[Collection entries]

┌──

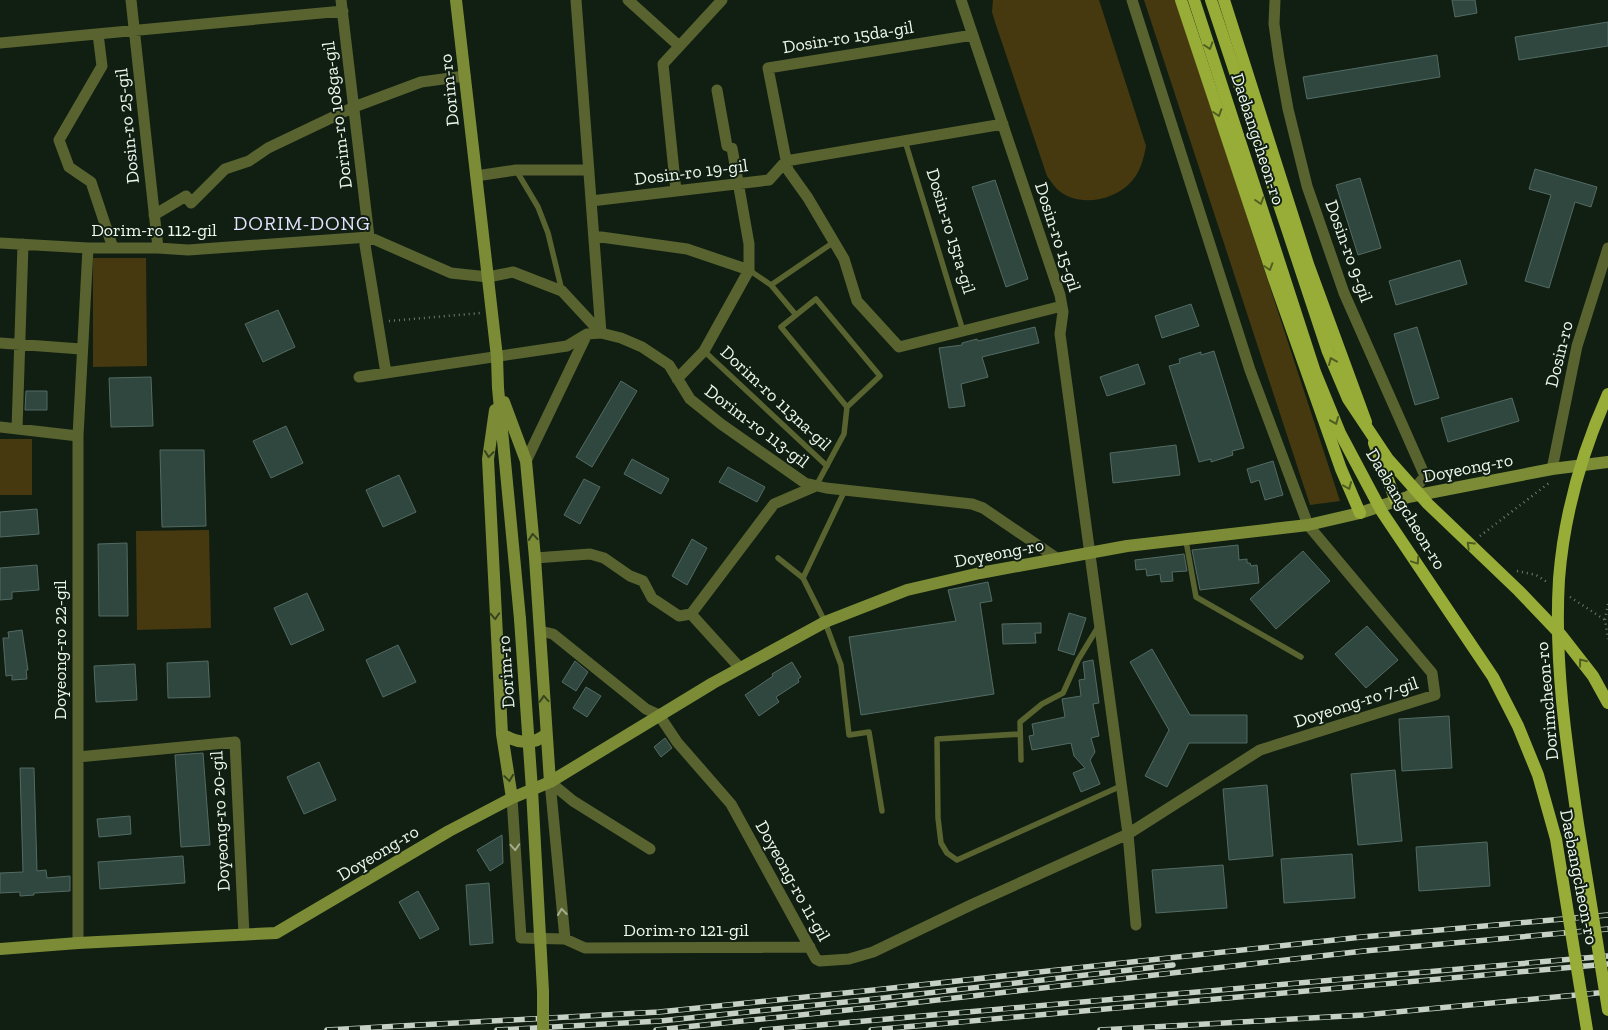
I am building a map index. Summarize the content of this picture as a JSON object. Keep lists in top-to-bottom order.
{
  "streets": {
    "main road": [
      "Dorim-ro",
      "Daebangcheon-ro",
      "Doyeong-ro",
      "Dorimcheon-ro"
    ],
    "street": [
      "Dosin-ro 15da-gil",
      "Dorim-ro 108ga-gil",
      "Dosin-ro 25-gil",
      "Dosin-ro 19-gil",
      "Dorim-ro 112-gil",
      "Dosin-ro 15-gil",
      "Dosin-ro 9-gil",
      "Dosin-ro",
      "Dorim-ro 113-gil",
      "Doyeong-ro 22-gil",
      "Doyeong-ro 7-gil",
      "Doyeong-ro 20-gil",
      "Doyeong-ro 11-gil",
      "Dorim-ro 121-gil"
    ],
    "lane": ["Dosin-ro 15ra-gil", "Dorim-ro 113na-gil"]
  },
  "crossings": [
    ["Dosin-ro 15da-gil", "Dosin-ro 19-gil"],
    ["Dosin-ro 15da-gil", "Dosin-ro 15ra-gil"],
    ["Dosin-ro 15da-gil", "Dosin-ro 15-gil"],
    ["Dorim-ro", "Dorim-ro 112-gil"],
    ["Dorim-ro", "Dorim-ro 113-gil"],
    ["Dorim-ro 108ga-gil", "Dorim-ro 112-gil"],
    ["Dosin-ro 25-gil", "Dorim-ro 112-gil"],
    ["Dorim-ro 112-gil", "Doyeong-ro 22-gil"],
    ["Dosin-ro 15-gil", "Doyeong-ro"],
    ["Dosin-ro 9-gil", "Doyeong-ro"],
    ["Dosin-ro", "Doyeong-ro"],
    ["Dorim-ro 113na-gil", "Dorim-ro 113-gil"],
    ["Dorim-ro 113-gil", "Doyeong-ro"],
    ["Doyeong-ro", "Doyeong-ro 22-gil"],
    ["Doyeong-ro", "Doyeong-ro 7-gil"],
    ["Doyeong-ro", "Doyeong-ro 20-gil"],
    ["Doyeong-ro", "Doyeong-ro 11-gil"],
    ["Doyeong-ro", "Dorim-ro 121-gil"],
    ["Doyeong-ro 22-gil", "Doyeong-ro 20-gil"],
    ["Doyeong-ro 7-gil", "Doyeong-ro 11-gil"],
    ["Doyeong-ro 11-gil", "Dorim-ro 121-gil"]
  ],
  "districts": ["DORIM-DONG"]
}
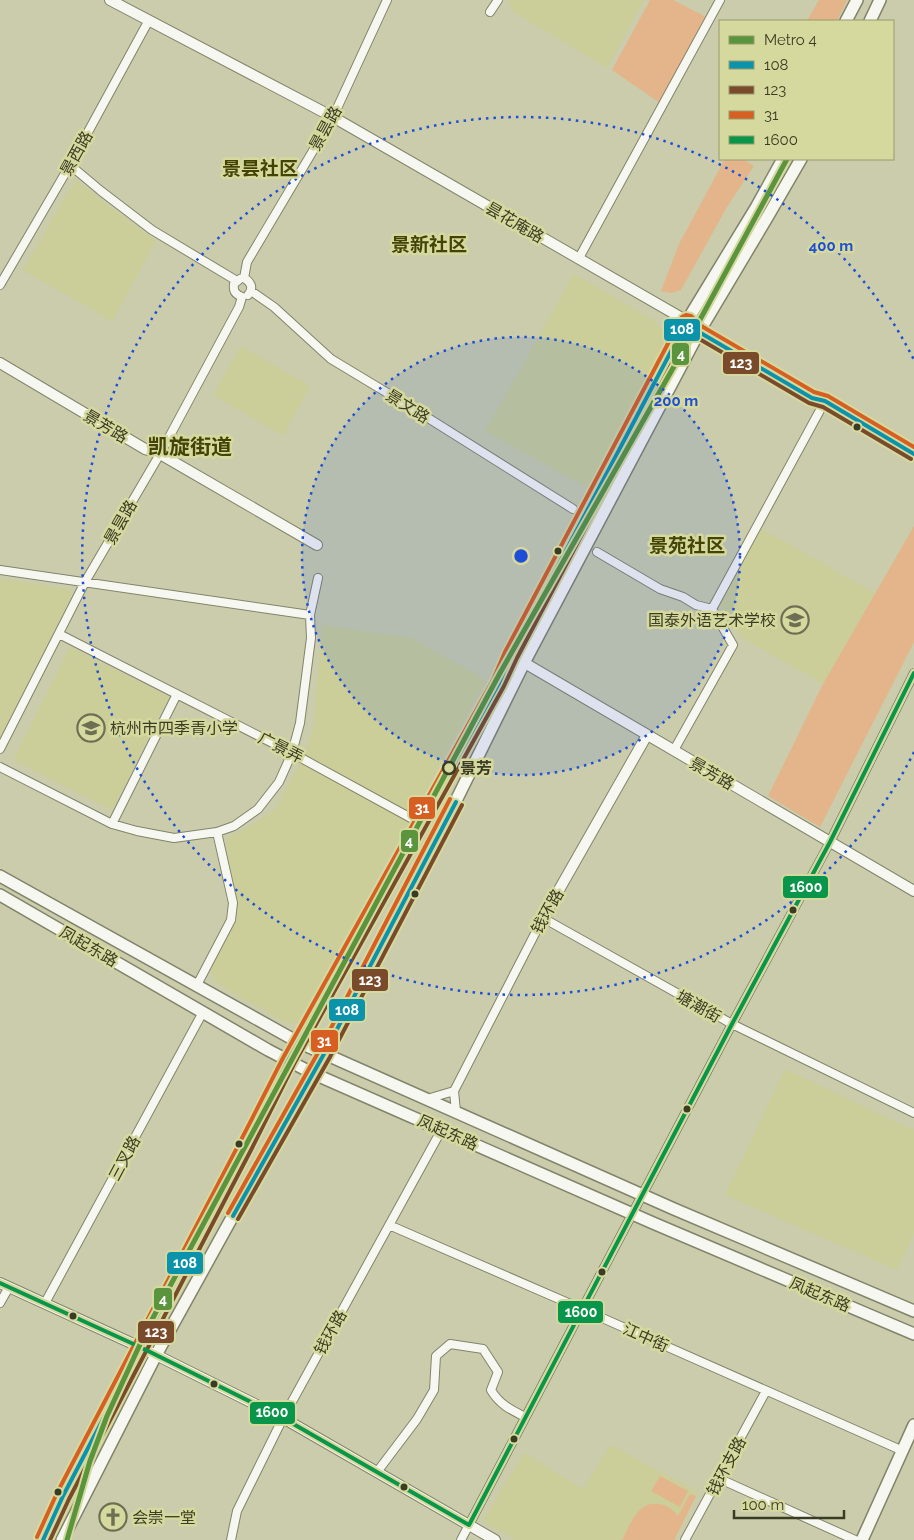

└──

Task to carry out:
Give every line of the data above again as it stands; the pictures stay out.

Task response:
I am building a map index. Summarize the content of this picture as a JSON object. Keep lists in top-to-bottom order.
{
  "streets": {
    "main road": [
      "Dorim-ro",
      "Daebangcheon-ro",
      "Doyeong-ro",
      "Dorimcheon-ro"
    ],
    "street": [
      "Dosin-ro 15da-gil",
      "Dorim-ro 108ga-gil",
      "Dosin-ro 25-gil",
      "Dosin-ro 19-gil",
      "Dorim-ro 112-gil",
      "Dosin-ro 15-gil",
      "Dosin-ro 9-gil",
      "Dosin-ro",
      "Dorim-ro 113-gil",
      "Doyeong-ro 22-gil",
      "Doyeong-ro 7-gil",
      "Doyeong-ro 20-gil",
      "Doyeong-ro 11-gil",
      "Dorim-ro 121-gil"
    ],
    "lane": ["Dosin-ro 15ra-gil", "Dorim-ro 113na-gil"]
  },
  "crossings": [
    ["Dosin-ro 15da-gil", "Dosin-ro 19-gil"],
    ["Dosin-ro 15da-gil", "Dosin-ro 15ra-gil"],
    ["Dosin-ro 15da-gil", "Dosin-ro 15-gil"],
    ["Dorim-ro", "Dorim-ro 112-gil"],
    ["Dorim-ro", "Dorim-ro 113-gil"],
    ["Dorim-ro 108ga-gil", "Dorim-ro 112-gil"],
    ["Dosin-ro 25-gil", "Dorim-ro 112-gil"],
    ["Dorim-ro 112-gil", "Doyeong-ro 22-gil"],
    ["Dosin-ro 15-gil", "Doyeong-ro"],
    ["Dosin-ro 9-gil", "Doyeong-ro"],
    ["Dosin-ro", "Doyeong-ro"],
    ["Dorim-ro 113na-gil", "Dorim-ro 113-gil"],
    ["Dorim-ro 113-gil", "Doyeong-ro"],
    ["Doyeong-ro", "Doyeong-ro 22-gil"],
    ["Doyeong-ro", "Doyeong-ro 7-gil"],
    ["Doyeong-ro", "Doyeong-ro 20-gil"],
    ["Doyeong-ro", "Doyeong-ro 11-gil"],
    ["Doyeong-ro", "Dorim-ro 121-gil"],
    ["Doyeong-ro 22-gil", "Doyeong-ro 20-gil"],
    ["Doyeong-ro 7-gil", "Doyeong-ro 11-gil"],
    ["Doyeong-ro 11-gil", "Dorim-ro 121-gil"]
  ],
  "districts": ["DORIM-DONG"]
}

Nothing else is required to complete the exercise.